The American Samoan Department of Health says there are now more than 300 confirmed cases of chikungunya or 'chik' virus in the territory.

The Health Director Motusa Tuileama Nua says his department and LBJ hospital have confirmed the outbreak of fever, rashes, and joint pains among people on the main island of Tutuila is due to chikungunya.

He says there have been 343 recorded cases, with 6 patients hospitalised and no deaths, since the beginning of July [2014].

He recommends those who are ill with fever and body aches do not travel off island.
--------------------------
Communicated by:
Roland Hubner
Superior Health Council
Brussels
Belgium
===============
[CHIKV has been circulating in Pacific islands this year (2014).

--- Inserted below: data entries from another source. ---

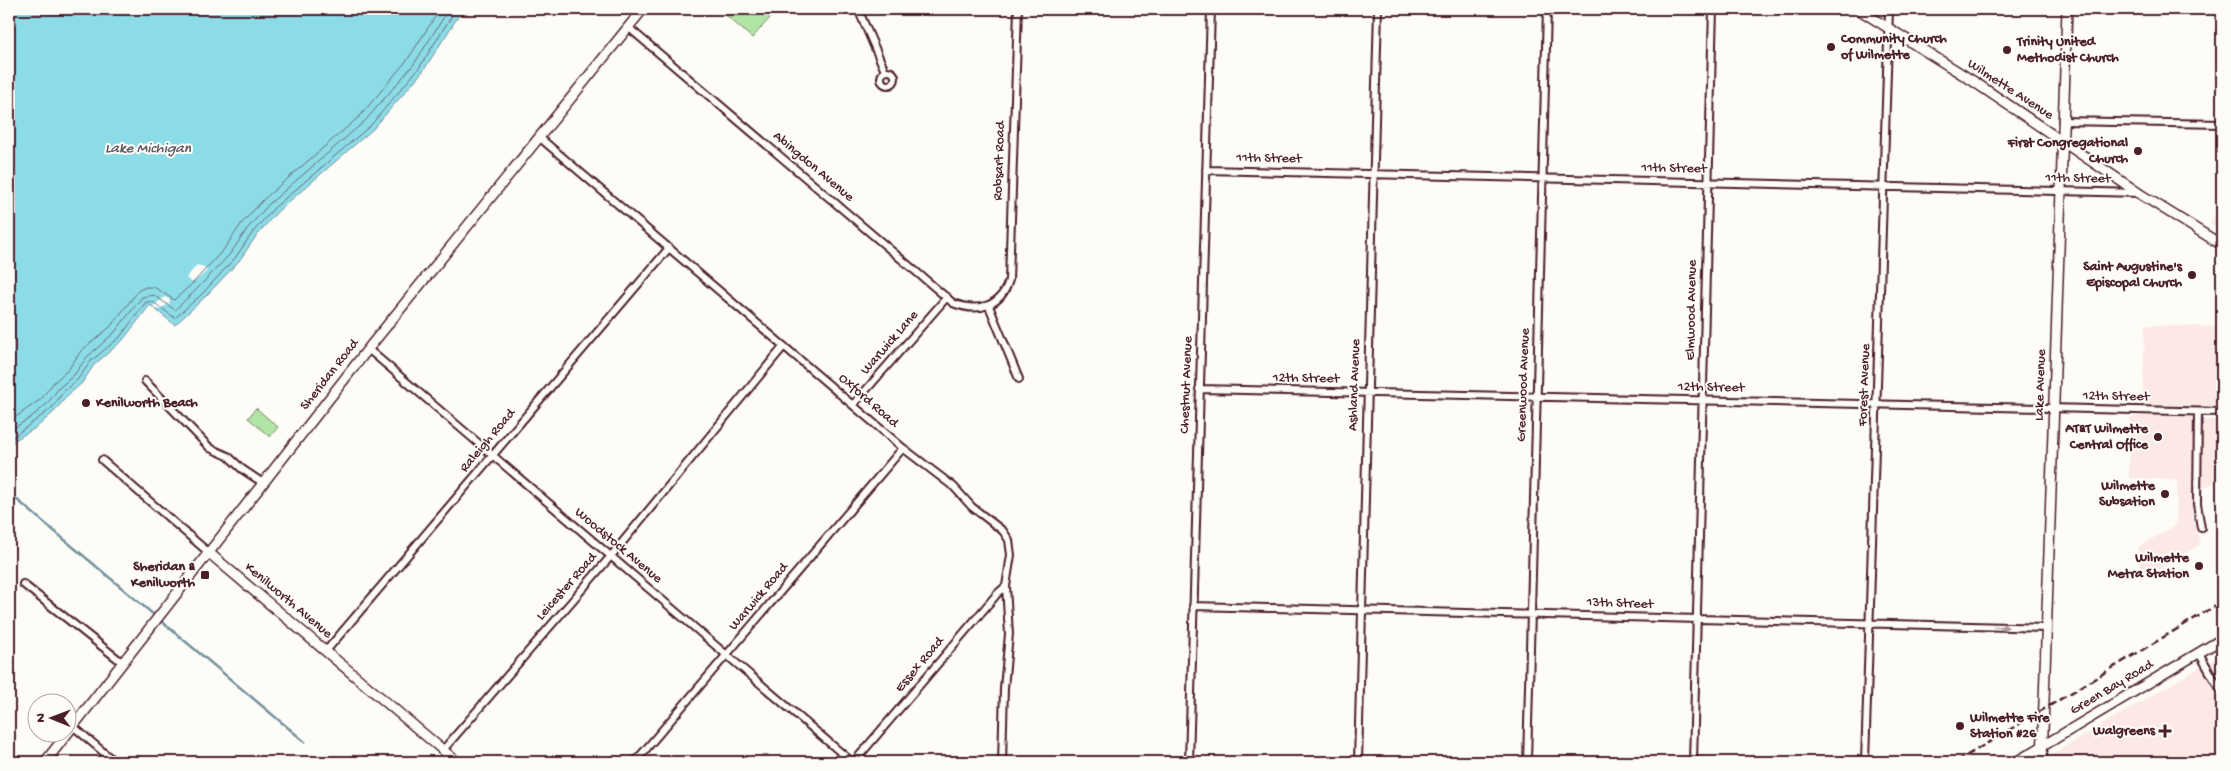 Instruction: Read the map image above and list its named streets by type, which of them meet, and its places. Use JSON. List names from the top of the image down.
{
  "streets": {
    "street": [
      "Wilmette Avenue",
      "11th Street",
      "Robsart Road",
      "Abingdon Avenue",
      "Elmwood Avenue",
      "Warwick Lane",
      "Sheridan Road",
      "12th Street",
      "Chestnut Avenue",
      "Ashland Avenue",
      "Greenwood Avenue",
      "Forest Avenue",
      "Lake Avenue",
      "Oxford Road",
      "Raleigh Road",
      "Woodstock Avenue",
      "Leicester Road",
      "Warwick Road",
      "Kenilworth Avenue",
      "13th Street",
      "Essex Road",
      "Green Bay Road"
    ]
  },
  "crossings": [
    ["Wilmette Avenue", "11th Street"],
    ["Wilmette Avenue", "Forest Avenue"],
    ["Wilmette Avenue", "Lake Avenue"],
    ["11th Street", "Elmwood Avenue"],
    ["11th Street", "Chestnut Avenue"],
    ["11th Street", "Ashland Avenue"],
    ["11th Street", "Greenwood Avenue"],
    ["11th Street", "Forest Avenue"],
    ["11th Street", "Lake Avenue"],
    ["Robsart Road", "Abingdon Avenue"],
    ["Abingdon Avenue", "Warwick Lane"],
    ["Abingdon Avenue", "Sheridan Road"],
    ["Elmwood Avenue", "12th Street"],
    ["Elmwood Avenue", "13th Street"],
    ["Warwick Lane", "Oxford Road"],
    ["Sheridan Road", "Oxford Road"],
    ["Sheridan Road", "Woodstock Avenue"],
    ["Sheridan Road", "Kenilworth Avenue"],
    ["12th Street", "Chestnut Avenue"],
    ["12th Street", "Ashland Avenue"],
    ["12th Street", "Greenwood Avenue"],
    ["12th Street", "Forest Avenue"],
    ["12th Street", "Lake Avenue"],
    ["Chestnut Avenue", "13th Street"],
    ["Ashland Avenue", "13th Street"],
    ["Greenwood Avenue", "13th Street"],
    ["Forest Avenue", "13th Street"],
    ["Lake Avenue", "13th Street"],
    ["Lake Avenue", "Green Bay Road"],
    ["Oxford Road", "Raleigh Road"],
    ["Oxford Road", "Leicester Road"],
    ["Oxford Road", "Warwick Road"],
    ["Oxford Road", "Essex Road"],
    ["Raleigh Road", "Woodstock Avenue"],
    ["Raleigh Road", "Kenilworth Avenue"],
    ["Woodstock Avenue", "Leicester Road"],
    ["Woodstock Avenue", "Warwick Road"],
    ["Woodstock Avenue", "Essex Road"],
    ["Leicester Road", "Kenilworth Avenue"]
  ],
  "water": ["Lake Michigan"],
  "places": {
    "other": [
      "Community Church of Wilmette",
      "Trinity United Methodist Church",
      "First Congregational Church",
      "Saint Augustine's Episcopal Church",
      "Kenilworth Beach",
      "AT&T Wilmette Central Office",
      "Wilmette Subsation",
      "Wilmette Metra Station",
      "Wilmette Fire Station #26"
    ],
    "transit": ["Sheridan & Kenilworth"],
    "health": ["Walgreens"]
  },
  "north": "left"
}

Maps showing the location of American Samoa in the Pacific Ocean can be accessed at
<http://healthmap.org/promed/p/380>. - ProMed Mod.TY]
****************************
American Samoa: confirmed
Date: Fri 8 Aug 2014
Source: Samoa News [edited]

The American Samoa Department of Health and the LBJ hospital have created a 24 hour a day hotline for the CHIK virus. The CHIK hotline number is 731-7511.

The Health Alert issued yesterday [7 Aug 2014] confirms chikungunya (CHIK) virus as the cause of fever, rash, and joint pains outbreak on Tutuila and there have been more than 390 recorded cases, with 7 patients hospitalized and no deaths since 1 Jul 2014.

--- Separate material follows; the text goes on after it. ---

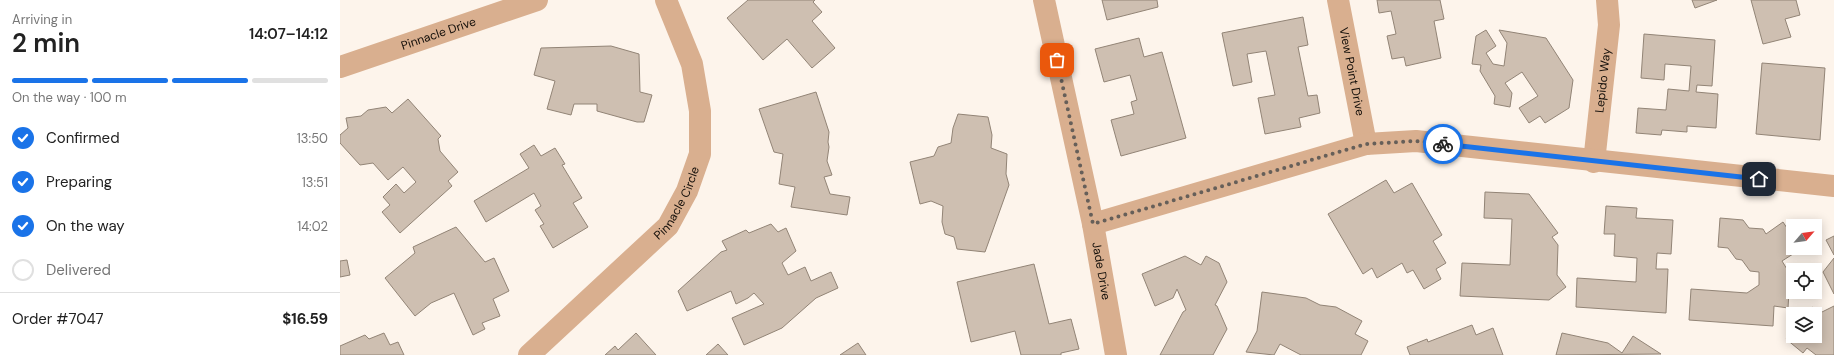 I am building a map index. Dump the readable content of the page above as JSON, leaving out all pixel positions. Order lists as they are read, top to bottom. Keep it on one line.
{"streets":{"street":["Pinnacle Drive","View Point Drive","Lepido Way","Pinnacle Circle","Jade Drive"]},"north":"top right","page":{"heading":["2 min","Arriving in","14:07–14:12"],"panel":["Order #7047","$16.59"],"bar":"On the way · 100 m","list":[["Confirmed","13:50"],["Preparing","13:51"],["On the way","14:02"],"Delivered"]}}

According to the health alert, there is no cure for CHIK virus [infection, and] it can usually be treated at home by drinking lots of fluids, taking pain medicine like Tylenol, ibuprofen, or Aleve as needed but only as much and with cautions as recommended on the package.

The health alert urges not to work while your joints are painful, let them rest and apply ice or cold packs on the joints and this may protect against prolonged joint pain.

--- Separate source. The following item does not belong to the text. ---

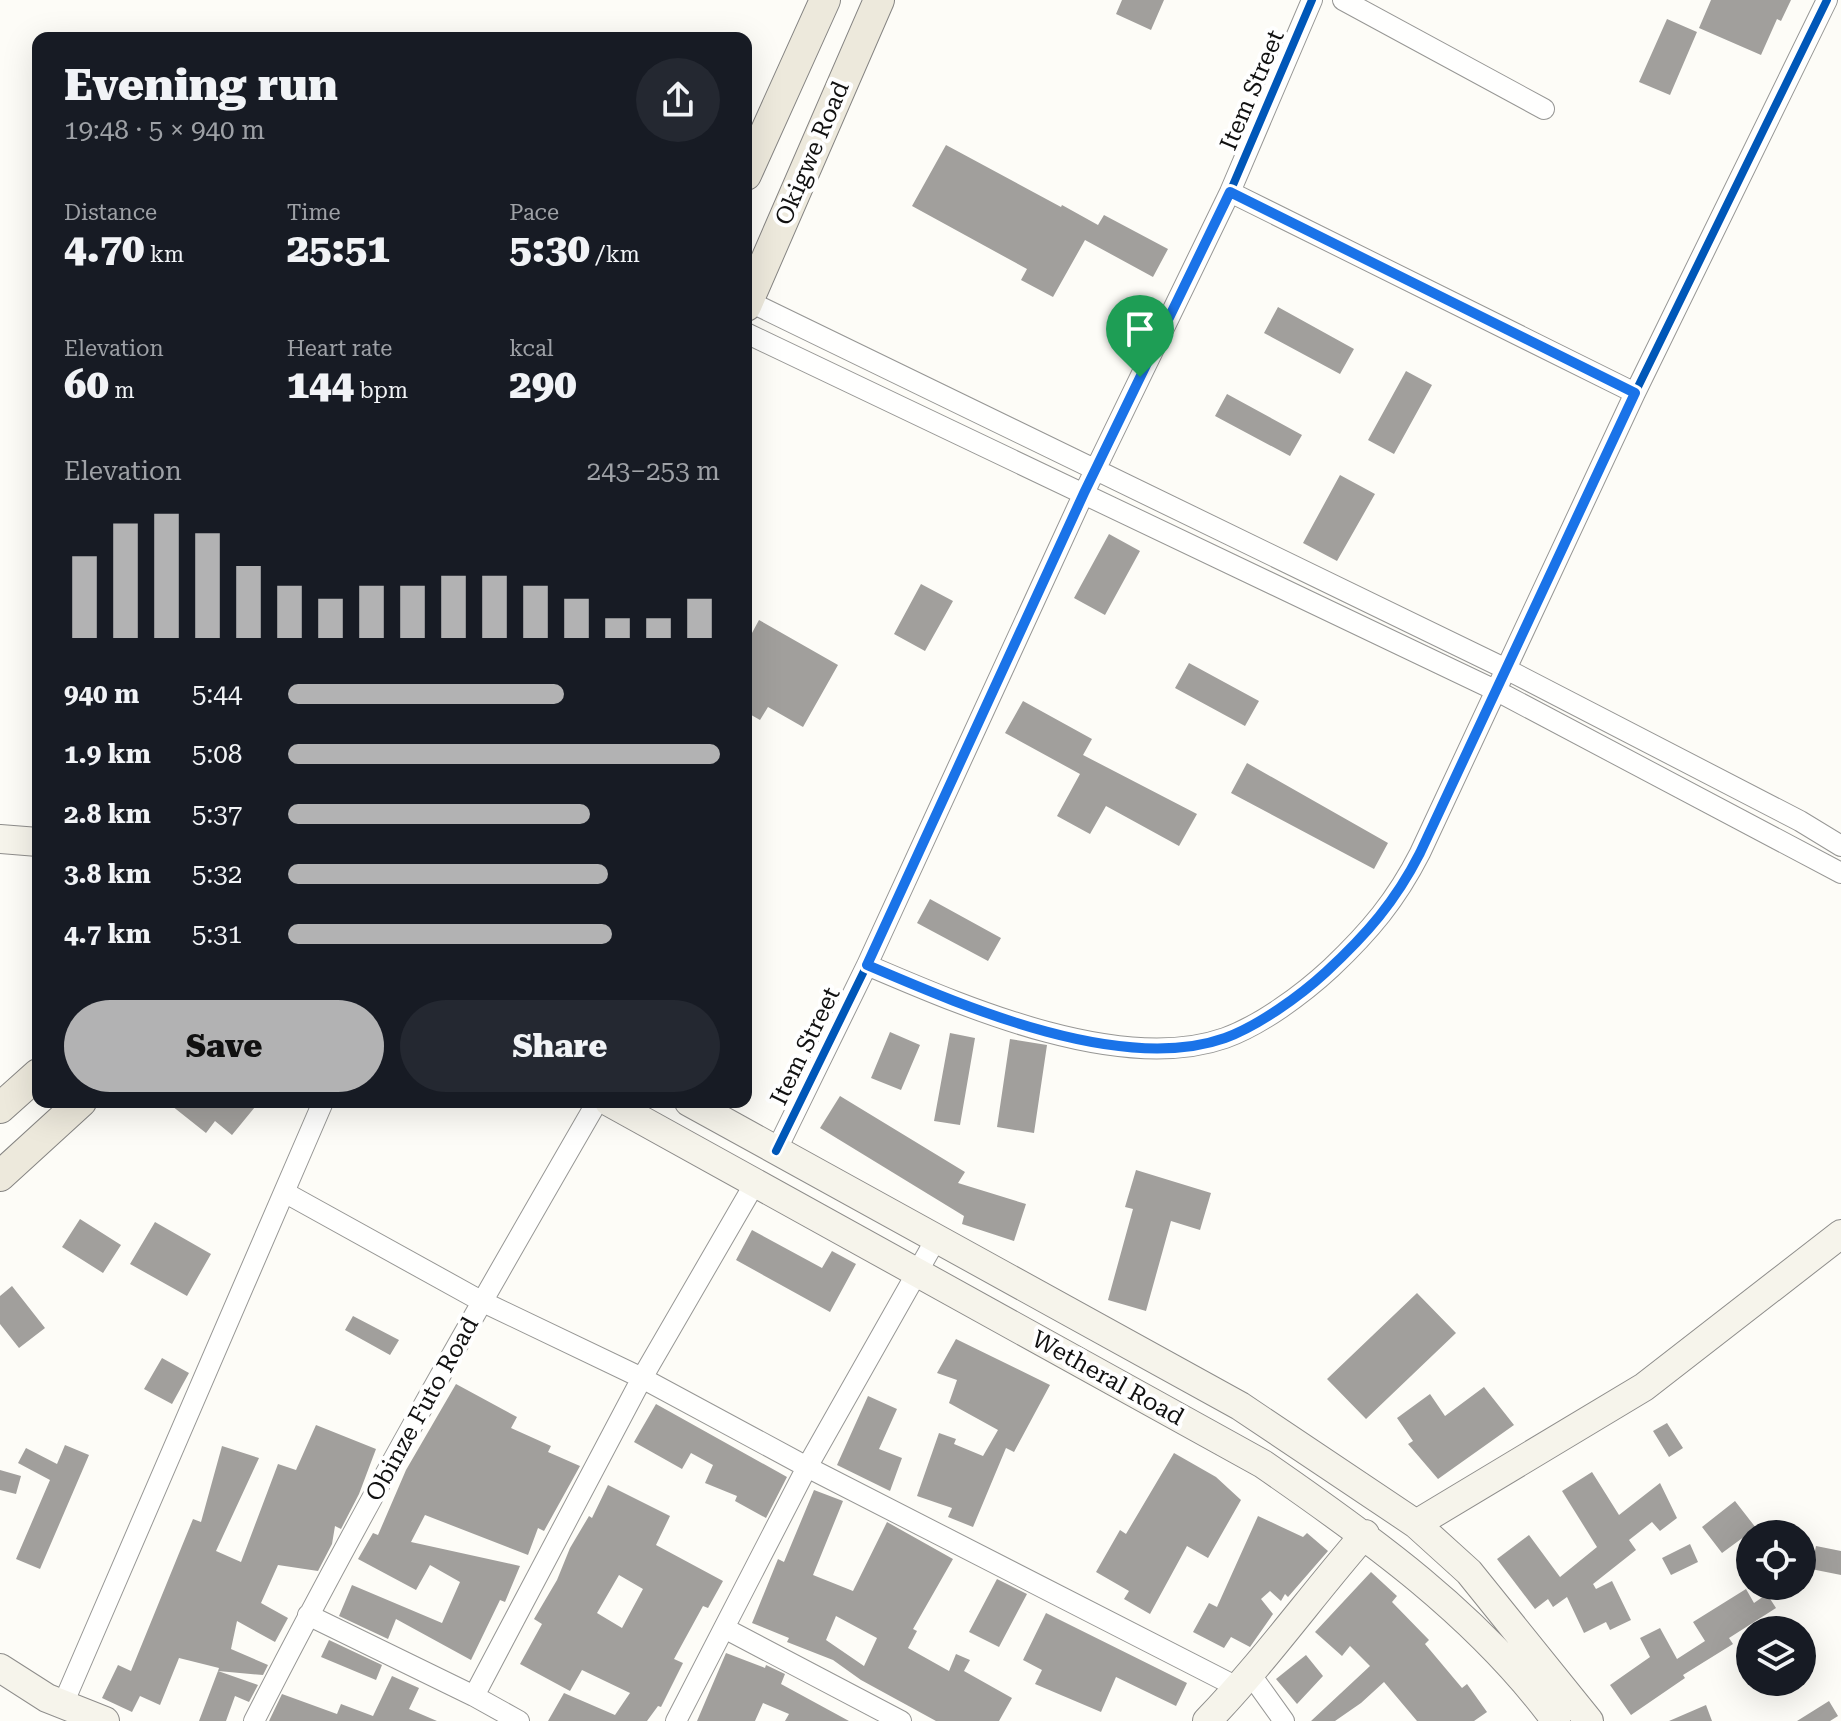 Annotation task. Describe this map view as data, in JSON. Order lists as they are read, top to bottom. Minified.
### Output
{"streets":{"main road":["Okigwe Road","Wetheral Road"],"street":["Item Street","Obinze Futo Road"]},"crossings":[["Item Street","Wetheral Road"]],"page":{"heading":["Evening run","19:48 · 5 × 940 m"],"stats":[["Distance","4.70 km"],["Time","25:51"],["Pace","5:30 /km"],["Elevation","60 m"],["Heart rate","144 bpm"],["kcal","290"]],"chart":["Elevation","243–253 m"],"list":[{"name":"940 m","note":"5:44"},{"name":"1.9 km","note":"5:08"},{"name":"2.8 km","note":"5:37"},{"name":"3.8 km","note":"5:32"},{"name":"4.7 km","note":"5:31"}],"buttons":["Save","Share"]}}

DOH notes you should go to the Emergency Room to see a doctor if symptoms persist more than 10 days, or if you have bleeding from any part of the body or bruised skin. Call the hotline "or come to the ER or clinic if you are worried about your condition getting worse."

The alert once again urges that people stay indoors in air-con, behind screens, or under bed nets while you are ill, because if you are bitten by mosquitoes while you are ill, you can spread the disease to your family and neighbors.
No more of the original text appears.